3- How did the first mission inform the process and objectives of the second deployment? Was this one different from the first, and if so, how?
[Mapping & GIS Specialist]
The second mission, which took place from mid-May to mid-June, was truly a continuation of the first deployment, with the exception that only the mapping specialist was replaced, by myself (deployment in Ukraine), while the data management specialist returned to France to support the OCs remotely.
As for the rest, I had to keep maintaining the tools already in place, develop new ones according to the needs regularly expressed by the field teams as well as train them to use them (for example, by teaching them how to organize an Excel file correctly, in order to keep it up to date, and by doing so make it possible to keep feeding an online application with new data - which is being added thanks to HQ’s support via an ETL tool).
Similarly to the first mission, I also spent a lot of time communicating with project teams to ensure that they were kept informed of the GIS tools made available to them. Although all the products are centralized on the GeoMSF platform, which is accessible from headquarters and the field, it was still necessary to communicate actively in person, via emails, etc. This is a crucial element, especially when taking into account the high turnover of teams in emergency contexts.
4- What are the main achievements of this second mission?

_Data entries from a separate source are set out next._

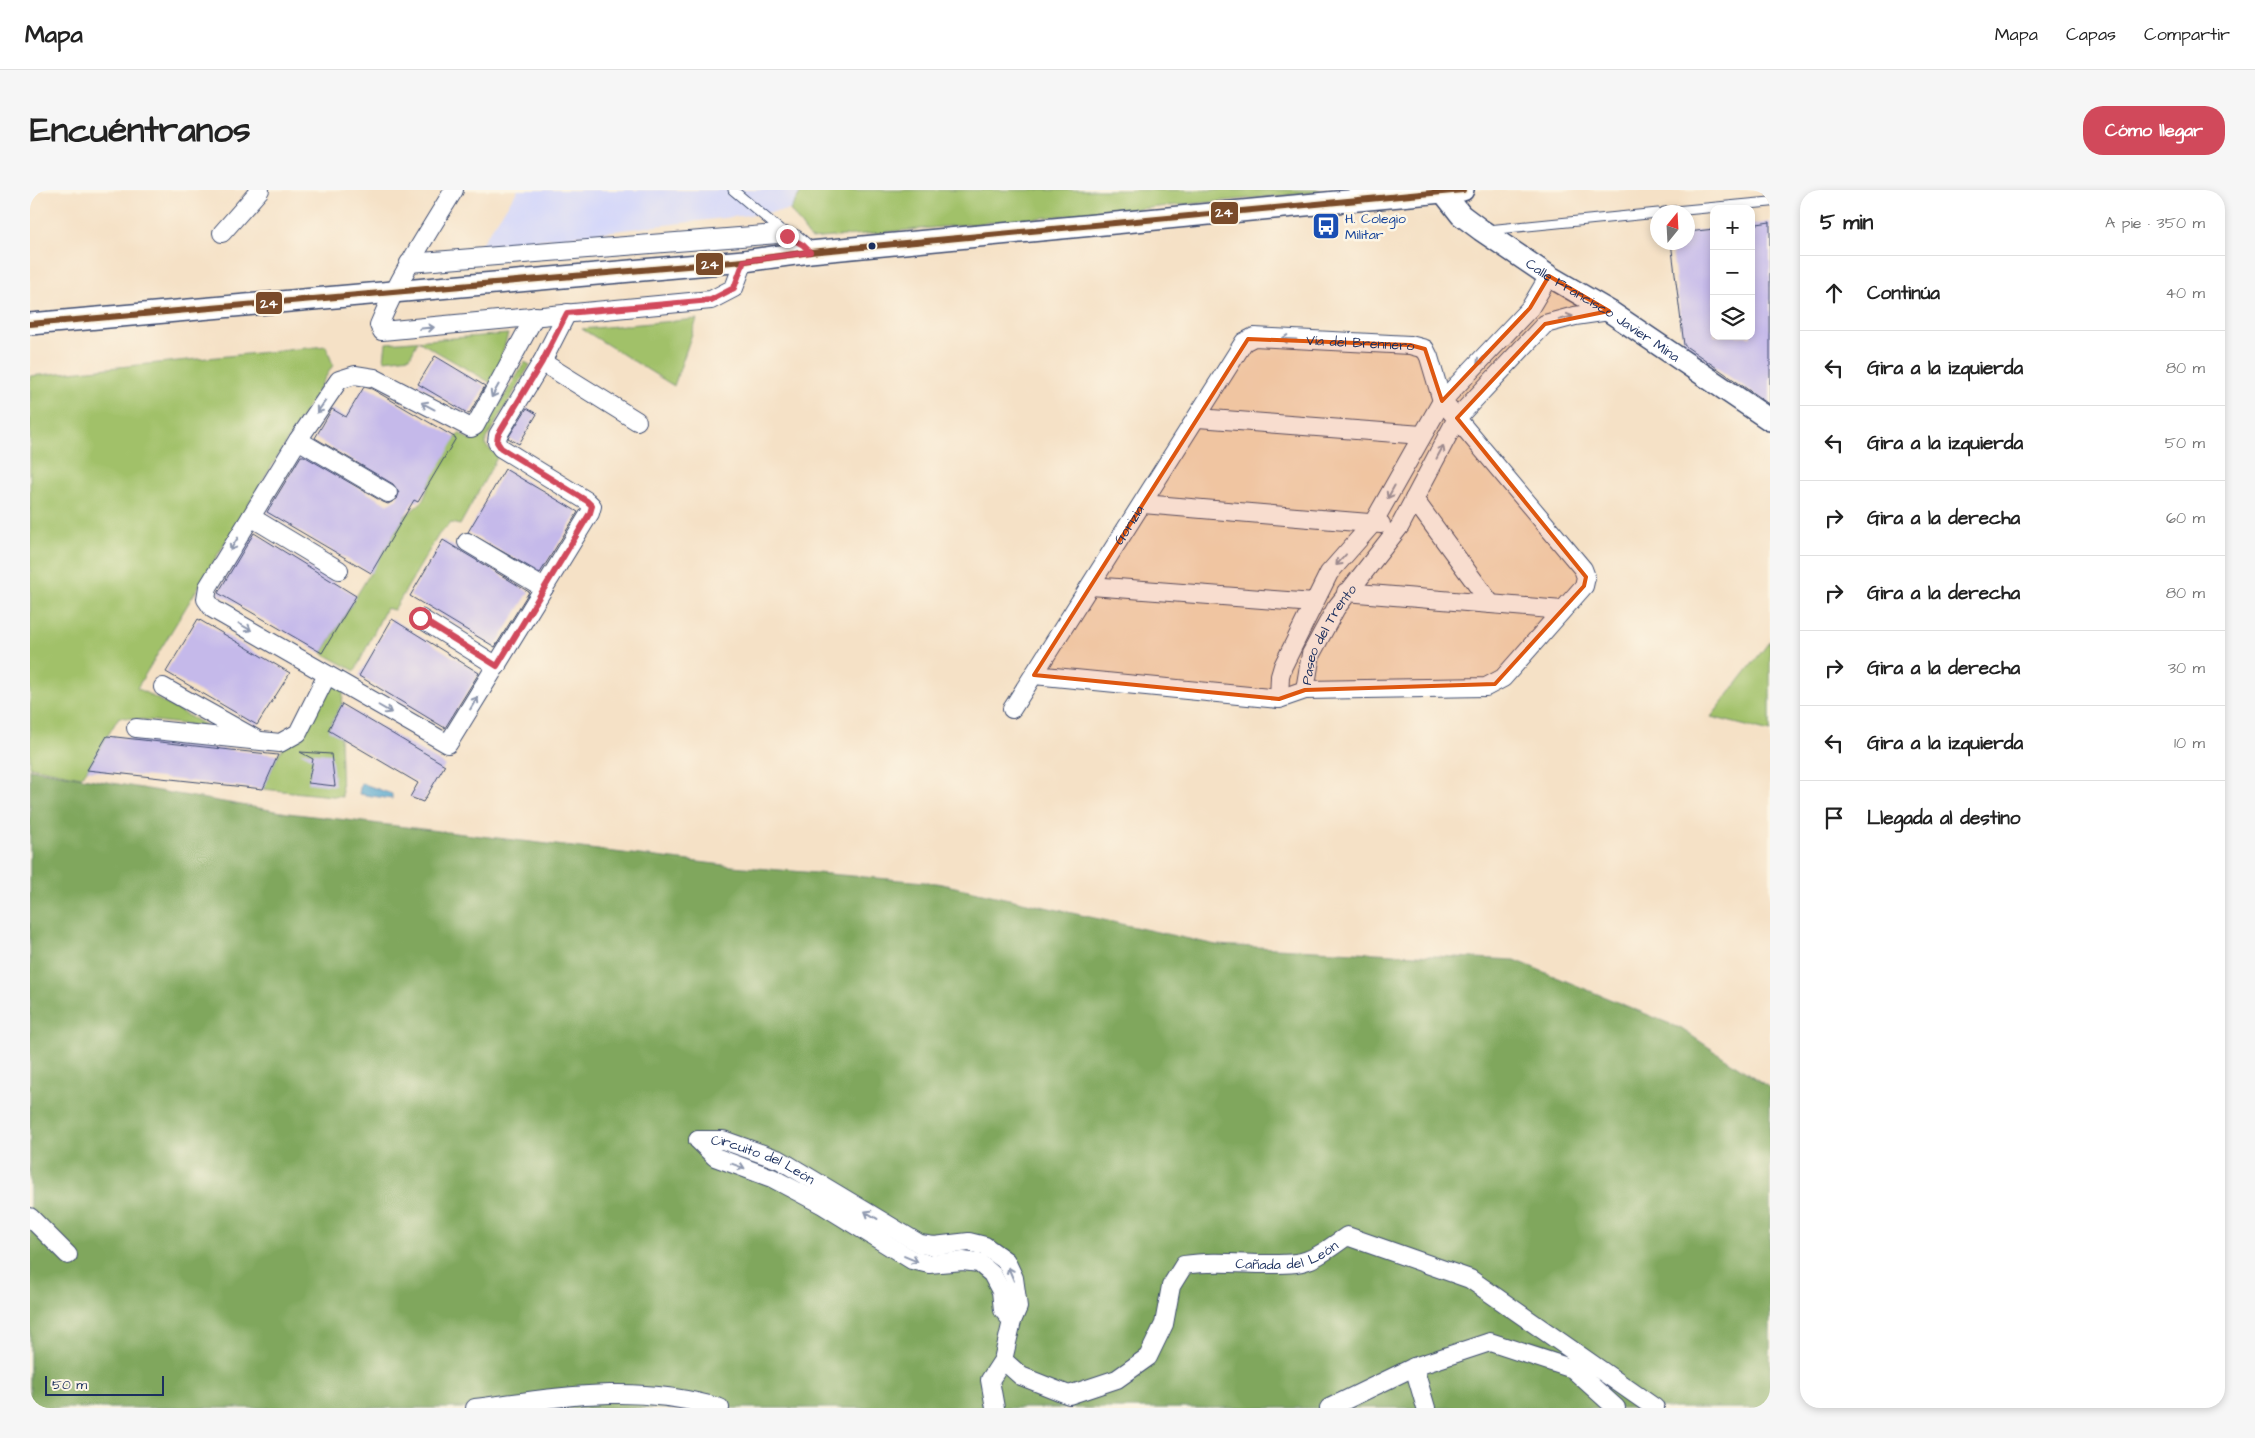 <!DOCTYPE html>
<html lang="es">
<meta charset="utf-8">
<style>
body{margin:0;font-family:"Architects Daughter",sans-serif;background:#f6f6f6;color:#222}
.controls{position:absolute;right:15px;top:15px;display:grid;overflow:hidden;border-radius:10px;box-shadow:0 2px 8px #0003}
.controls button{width:45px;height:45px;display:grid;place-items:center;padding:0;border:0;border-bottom:1px solid #e0e0e0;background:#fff;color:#222;font:25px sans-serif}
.compass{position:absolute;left:1620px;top:15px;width:45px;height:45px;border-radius:50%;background:#fff;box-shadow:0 2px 8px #0003;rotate:18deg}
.scale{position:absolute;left:15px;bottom:12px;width:119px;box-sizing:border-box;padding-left:5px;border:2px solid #1b2f5e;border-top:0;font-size:14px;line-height:18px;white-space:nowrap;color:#1b2f5e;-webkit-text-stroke:4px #fcf5e5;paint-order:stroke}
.stop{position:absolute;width:15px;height:15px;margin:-11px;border:4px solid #d1495b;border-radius:50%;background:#fff}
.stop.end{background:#d1495b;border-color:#fff;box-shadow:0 1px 5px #0008}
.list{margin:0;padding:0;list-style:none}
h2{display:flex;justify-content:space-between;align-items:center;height:65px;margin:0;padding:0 20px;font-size:21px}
h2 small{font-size:16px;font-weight:400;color:#767676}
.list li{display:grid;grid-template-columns:32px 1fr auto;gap:15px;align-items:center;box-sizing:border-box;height:75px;padding:0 20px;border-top:1px solid #e0e0e0}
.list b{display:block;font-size:19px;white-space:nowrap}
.list em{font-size:16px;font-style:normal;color:#767676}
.icon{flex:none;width:28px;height:28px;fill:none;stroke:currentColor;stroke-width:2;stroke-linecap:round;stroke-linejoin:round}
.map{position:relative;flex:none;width:1740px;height:1218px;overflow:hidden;border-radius:20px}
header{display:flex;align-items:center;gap:30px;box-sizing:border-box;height:70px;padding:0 25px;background:#fff;border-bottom:1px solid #e0e0e0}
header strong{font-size:24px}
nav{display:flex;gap:28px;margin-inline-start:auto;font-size:18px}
.intro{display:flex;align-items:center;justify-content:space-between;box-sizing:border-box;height:120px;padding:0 30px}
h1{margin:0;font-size:35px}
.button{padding:12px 22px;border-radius:20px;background:#d1495b;color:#fff;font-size:18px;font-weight:700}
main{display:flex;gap:30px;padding:0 30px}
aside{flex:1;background:#fff;border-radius:20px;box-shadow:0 2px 8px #0003}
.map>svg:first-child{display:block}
.built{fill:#d5d8f9}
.green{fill:#a1c169;stroke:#5e7864}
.forest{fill:#80a75d;stroke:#4e6b5e}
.water{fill:#52a5cd;stroke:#366a96}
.building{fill:#c5b9ea}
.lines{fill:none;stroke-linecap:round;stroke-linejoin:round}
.service-casing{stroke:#3c4a6e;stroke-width:11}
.minor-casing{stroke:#3c4a6e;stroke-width:20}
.tertiary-casing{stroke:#3c4a6e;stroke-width:24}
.service{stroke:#fff;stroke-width:9}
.minor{stroke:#fff;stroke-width:18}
.tertiary{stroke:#fff;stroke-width:21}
.bus-1-casing{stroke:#fcf5e5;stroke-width:10}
.bus-1{stroke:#7a4b2a;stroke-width:6}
.oneway{stroke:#8d97ae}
.route{stroke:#d1495b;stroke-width:6}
.marked{fill:#de5710;fill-opacity:0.2;stroke:#de5710;stroke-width:4;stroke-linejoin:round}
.bus-dot{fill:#1b2f5e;stroke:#fcf5e5;stroke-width:2}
.labels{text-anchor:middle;stroke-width:5;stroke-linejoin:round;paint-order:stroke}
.transit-label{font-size:14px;fill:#164399;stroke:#fcf5e5;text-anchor:start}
.street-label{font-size:14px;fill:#1b2f5e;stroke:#fcf5e5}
.line-badge{stroke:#fcf5e5;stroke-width:2}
.badge-label{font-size:14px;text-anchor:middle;font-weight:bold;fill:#fff}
</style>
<header>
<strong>Mapa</strong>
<nav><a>Mapa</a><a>Capas</a><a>Compartir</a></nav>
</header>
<div class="intro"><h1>Encuéntranos</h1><a class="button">Cómo llegar</a></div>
<main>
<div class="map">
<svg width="1740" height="1218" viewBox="0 0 1740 1218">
<rect width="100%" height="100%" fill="#fcf5e5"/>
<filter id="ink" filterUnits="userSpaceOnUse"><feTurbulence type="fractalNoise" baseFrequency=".02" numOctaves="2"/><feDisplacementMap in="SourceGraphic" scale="10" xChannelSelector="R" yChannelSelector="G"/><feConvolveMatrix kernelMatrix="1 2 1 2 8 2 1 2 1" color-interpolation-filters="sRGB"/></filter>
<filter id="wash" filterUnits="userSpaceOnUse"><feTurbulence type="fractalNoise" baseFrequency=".0096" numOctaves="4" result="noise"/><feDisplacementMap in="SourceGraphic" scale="20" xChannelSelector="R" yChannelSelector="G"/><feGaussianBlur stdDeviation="1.12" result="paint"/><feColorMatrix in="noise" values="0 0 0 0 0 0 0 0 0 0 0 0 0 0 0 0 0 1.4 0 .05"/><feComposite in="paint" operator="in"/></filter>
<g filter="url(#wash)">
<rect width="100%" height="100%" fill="#f5e1c6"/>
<!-- built -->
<path class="built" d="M488,0H772L760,20L449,57Z"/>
<!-- green -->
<path class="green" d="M772,0H1289L1292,2L781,49L760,20Z
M667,129L644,196L552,139Z
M478,144L463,194L388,151L380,167L354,170L356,153Z
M296,156L303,175L107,498L179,537L89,527L57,580L51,587L0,577V186Z
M495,172L500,175L456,249V256L468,266L430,335L421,333L409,344L364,420L356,418L325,481L292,463L374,327L393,311L404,280L429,243L440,250L450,247Z
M1740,451V542L1681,527Z
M304,489L314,495L312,514L298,539L310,547L312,607L233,599L248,565Z"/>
<!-- forest -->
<path class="forest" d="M0,579L258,623L702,676L907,693L1186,755L1485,770L1650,838L1740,898V1218H0Z"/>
<!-- water -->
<path class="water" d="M331,593L362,604V609L329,604Z"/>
<g id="blocks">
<!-- building -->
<path class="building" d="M1740,32V215L1654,155L1641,52H1658V42L1684,39V146H1721V35Z
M405,166L455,196L439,224L388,194Z
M334,197L342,199L426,248L388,312L384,310L341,383L237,322L271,266H274L353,312L358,314L367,309L369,303L363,294L285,248L302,219L316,227Z
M497,218L507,224L489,254L478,248Z
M475,279L548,322L510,383L438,342Z
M224,343L326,406L292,463L188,403Z
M413,350L499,402L465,457L380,406Z
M168,429L260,483L227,535L136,482Z
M362,429L449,483L415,538L329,486Z
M312,514L415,575L393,612L380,607L388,593L298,540Z
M77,546L201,560L248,565L233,599L57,580Z
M270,562L301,564L305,596L278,593L283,569Z"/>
</g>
</g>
<g filter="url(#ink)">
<use href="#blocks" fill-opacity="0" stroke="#3c4a6e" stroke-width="1"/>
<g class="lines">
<!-- service casing -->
<g class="service-casing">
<path id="service" d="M703,0L753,42
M1740,0V1
M1634,22L1740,12
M1458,40L1628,23"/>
</g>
<!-- minor casing -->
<g class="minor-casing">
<g id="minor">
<path d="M424,0C397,44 369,87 349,135L352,141L681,110L704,98L714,71"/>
<path d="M192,43L230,0"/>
<path d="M379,73L748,44L765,49L780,62"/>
<path d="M505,126L445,236L441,238L344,188L325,185L309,190L268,250L178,397L176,409L183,419L418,554L560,323L562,316L557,311L471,258L467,252L468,245L512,172L537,123"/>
<path d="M512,172L607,231"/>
<path d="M1168,228L1392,245"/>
<path d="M268,250L358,303"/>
<path d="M1384,309L1461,414"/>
<path d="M1113,314L1351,334"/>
<path d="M221,327L309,380"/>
<path d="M437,352L514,398"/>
<path d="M1061,396L1284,413"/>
<path d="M1316,402L1532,420"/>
<path d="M390,428L467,476"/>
<path d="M133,497L226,549"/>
<path id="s1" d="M1275,500L1281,464L1306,418L1370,336L1427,228L1515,134L1545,126L1579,121"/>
<path d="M1249,509L1250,486L1253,476L1299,383L1343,333L1412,211L1500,118L1519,86"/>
<path id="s2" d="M982,519L1214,152L1224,147L1380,155L1395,159L1399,167L1412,211L1553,379L1556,387L1554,396L1473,488L1456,497L1275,500L1249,509L1004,485"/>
<path d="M106,538L250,553L268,543L297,485"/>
<path id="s3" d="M668,950H693L750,970L890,1054L904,1056L939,1052L955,1056L976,1071L984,1088L988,1117L982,1131L973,1170"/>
<path d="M668,950L685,967L742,988L793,1015L882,1070L899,1074L933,1071L949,1073L962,1084L971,1101L973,1120L982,1131"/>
<path d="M0,1027L38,1065"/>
<path d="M1384,1177L1396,1218"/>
<path d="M445,1218C531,1207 605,1193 690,1218"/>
<path id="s4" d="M965,1218L960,1190L973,1170L991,1186L1039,1205L1087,1189L1118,1167L1134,1134L1141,1096L1154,1075C1191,1069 1229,1077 1266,1073C1285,1071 1302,1056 1317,1046L1440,1089L1625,1218"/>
<path d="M1299,1218L1384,1177L1460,1152L1543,1179L1586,1218"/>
</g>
</g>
<!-- tertiary casing -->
<g class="tertiary-casing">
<g id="tertiary">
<path id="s5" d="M1413,2L1431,25L1451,40L1519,86L1579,121L1740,230"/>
<path d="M0,134L714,71L780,62L1433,0"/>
</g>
</g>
<!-- service -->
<use href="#service" class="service"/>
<!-- minor -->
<use href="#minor" class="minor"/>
<!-- tertiary -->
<use href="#tertiary" class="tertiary"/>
<!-- bus-1 casing -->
<g class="bus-1-casing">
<path id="bus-1" d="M0,134L714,71L780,62L1433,0"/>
</g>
<!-- bus-1 -->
<use href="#bus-1" class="bus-1"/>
</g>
<!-- one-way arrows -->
<defs><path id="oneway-shaft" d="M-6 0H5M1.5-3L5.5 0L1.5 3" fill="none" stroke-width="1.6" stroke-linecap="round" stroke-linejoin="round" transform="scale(1.25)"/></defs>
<g class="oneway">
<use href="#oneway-shaft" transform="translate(1536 128) rotate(-15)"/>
<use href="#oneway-shaft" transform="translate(397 138) rotate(-6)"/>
<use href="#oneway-shaft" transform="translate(1259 149) rotate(-177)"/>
<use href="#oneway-shaft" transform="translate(1452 169) rotate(133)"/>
<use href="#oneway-shaft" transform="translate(465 201) rotate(119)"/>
<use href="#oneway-shaft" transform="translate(398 216) rotate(-152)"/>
<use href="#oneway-shaft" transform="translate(291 217) rotate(125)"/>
<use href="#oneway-shaft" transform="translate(1410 262) rotate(-62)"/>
<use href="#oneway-shaft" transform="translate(1361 302) rotate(119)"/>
<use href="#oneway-shaft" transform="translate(204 354) rotate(122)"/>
<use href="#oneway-shaft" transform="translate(1311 370) rotate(132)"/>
<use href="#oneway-shaft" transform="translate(215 437) rotate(30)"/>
<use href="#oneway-shaft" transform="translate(444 513) rotate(-59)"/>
<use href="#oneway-shaft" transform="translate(355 519) rotate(30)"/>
<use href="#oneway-shaft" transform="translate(708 976) rotate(20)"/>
<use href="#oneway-shaft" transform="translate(841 1025) rotate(-149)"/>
<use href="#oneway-shaft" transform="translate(881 1069) rotate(23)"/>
<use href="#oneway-shaft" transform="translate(981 1084) rotate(-113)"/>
</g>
</g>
<g class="lines" filter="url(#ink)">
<!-- route -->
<path class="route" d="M390,428L467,476L560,323L562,316L557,311L471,258L467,252L468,245L512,172L537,123L681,110L704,98L714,71L780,62L773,55L757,46"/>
</g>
<!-- marked area -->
<path class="marked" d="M1519,86L1579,121L1515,134L1427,228L1556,387L1554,396L1465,494L1275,500L1249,509L1004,485L1218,149L1380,155L1395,159L1412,211L1500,118Z"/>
<!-- icons -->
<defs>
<g id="bus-square" transform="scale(1.4375)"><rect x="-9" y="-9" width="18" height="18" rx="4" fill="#1a4fb4" stroke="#fcf5e5"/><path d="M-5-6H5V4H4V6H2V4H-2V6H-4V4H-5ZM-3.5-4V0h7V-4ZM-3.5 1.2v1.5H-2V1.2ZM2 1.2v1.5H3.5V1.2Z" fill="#fff"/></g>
</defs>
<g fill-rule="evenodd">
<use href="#bus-square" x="1296" y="36"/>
</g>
<!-- markers -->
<circle class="bus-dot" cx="842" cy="56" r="4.5"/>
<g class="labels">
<!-- transit labels -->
<g class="transit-label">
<text x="1315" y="33">H. Colegio<tspan x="1315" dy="16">Militar</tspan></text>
</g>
<!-- street labels -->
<g class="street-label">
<text dy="5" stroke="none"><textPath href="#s5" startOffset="200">Calle Francisco Javier Mina</textPath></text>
<text dy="5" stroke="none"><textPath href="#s2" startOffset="552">Vía del Brennero</textPath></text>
<text dy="5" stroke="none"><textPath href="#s2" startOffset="218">Gorizia</textPath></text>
<text dy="5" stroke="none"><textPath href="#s1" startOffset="61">Paseo del Trento</textPath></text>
<text dy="5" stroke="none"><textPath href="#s3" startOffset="69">Circuito del León</textPath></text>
<text dy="5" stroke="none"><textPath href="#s4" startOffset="421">Cañada del León</textPath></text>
</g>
</g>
<g class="line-badge">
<rect x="1180" y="11" width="29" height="24" rx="5" fill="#7a4b2a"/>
<rect x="665" y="62" width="29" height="24" rx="5" fill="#7a4b2a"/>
<rect x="225" y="101" width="28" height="24" rx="5" fill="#7a4b2a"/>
</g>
<g class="badge-label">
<text x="1194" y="27">24</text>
<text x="680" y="79">24</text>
<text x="239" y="118">24</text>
</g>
</svg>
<div class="controls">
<button>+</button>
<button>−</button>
<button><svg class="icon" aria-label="layers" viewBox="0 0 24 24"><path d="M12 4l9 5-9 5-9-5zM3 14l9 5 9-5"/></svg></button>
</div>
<svg class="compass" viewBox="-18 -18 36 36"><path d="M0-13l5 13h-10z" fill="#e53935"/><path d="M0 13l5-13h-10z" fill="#767676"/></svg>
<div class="scale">50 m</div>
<div class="stop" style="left:390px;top:428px"></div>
<div class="stop end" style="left:757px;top:46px"></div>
</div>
<aside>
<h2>5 min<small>A pie · 350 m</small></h2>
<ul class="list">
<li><svg class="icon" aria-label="ahead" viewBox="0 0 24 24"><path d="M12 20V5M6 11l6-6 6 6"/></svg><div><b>Continúa</b></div><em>40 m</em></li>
<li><svg class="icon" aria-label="left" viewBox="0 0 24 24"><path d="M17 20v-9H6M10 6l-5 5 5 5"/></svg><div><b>Gira a la izquierda</b></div><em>80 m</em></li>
<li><svg class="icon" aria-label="left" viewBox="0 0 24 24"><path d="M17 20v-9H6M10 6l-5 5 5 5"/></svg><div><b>Gira a la izquierda</b></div><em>50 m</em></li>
<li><svg class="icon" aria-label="right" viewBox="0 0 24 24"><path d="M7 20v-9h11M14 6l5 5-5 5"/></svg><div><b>Gira a la derecha</b></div><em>60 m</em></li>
<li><svg class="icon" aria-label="right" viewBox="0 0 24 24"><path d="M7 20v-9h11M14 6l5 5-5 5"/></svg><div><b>Gira a la derecha</b></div><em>80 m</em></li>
<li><svg class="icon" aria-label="right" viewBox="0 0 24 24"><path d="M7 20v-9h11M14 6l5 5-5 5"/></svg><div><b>Gira a la derecha</b></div><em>30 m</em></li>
<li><svg class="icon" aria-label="left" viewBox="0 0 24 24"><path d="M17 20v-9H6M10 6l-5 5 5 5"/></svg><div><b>Gira a la izquierda</b></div><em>10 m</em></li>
<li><svg class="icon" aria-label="arrive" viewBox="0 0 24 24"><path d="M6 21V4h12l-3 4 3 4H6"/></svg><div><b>Llegada al destino</b></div></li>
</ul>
</aside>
</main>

[Mapping & GIS Specialist]
In addition to what I mentioned earlier, I also want to highlight the documentation work that was done, and the support provided for the recruitment of a national GIS specialist - which had been recommended at the end of the first mission - in order to stabilize the handling of GIS needs on site.
I want to reaffirm that this is a very useful tool that we use in many ways. Thank you for all the work done."
- Feedback from a Ukraine-based head of mission about an application developed during the first mission.
5- Looking back, what did you find most complicated to manage? How do you think the work done during these two missions still supports MSF teams in the field?
Due to the crisis situation, gaining access to project teams was sometimes challenging, and they also had limited availability - something we had to manage to get the job done. Projects are also very scattered, which means complicated logistics (long car journeys, etc.). For these reasons, we believe it would be best to revert back to a “GIS duo”, by combining the data component with the mapping one more closely. It is indeed quite difficult for a single person to manage everything while responding to the needs of all field teams.
We did not encounter any major connectivity issues, despite the situation. However, we realized the importance of constant communication in crisis situations, again due to the high turnover in teams. Moreover, it was important to adapt our approach according to our interlocutors, who had quite heterogeneous levels of understanding and knowledge in the use of GIS tools.
On a more personal note, and like any mission in a crisis context, it was not always easy to manage being away and the relationship with our loved ones back in France, and the accumulated fatigue quite typical in a field mission.
As for the rest, although we acknowledge how dire the situation is in Ukraine - something we absolutely cannot ignore - for us, these two missions were also in fact a formative experience. Getting to meet and work with field teams greatly facilitates communication and makes our support ever more concrete. The first mission allowed us to really establish the foundations of later work, also starting a cycle of support and communication across OCs about GIS needs and products to prioritize - particularly in the form of dynamic maps accessible to all sections and more sustainable in the long run. The second mission consolidated this initial phase of work, also allowing us to update GIS tools to reflect the ever-changing needs stemming from the highly volatile context of conflict zones.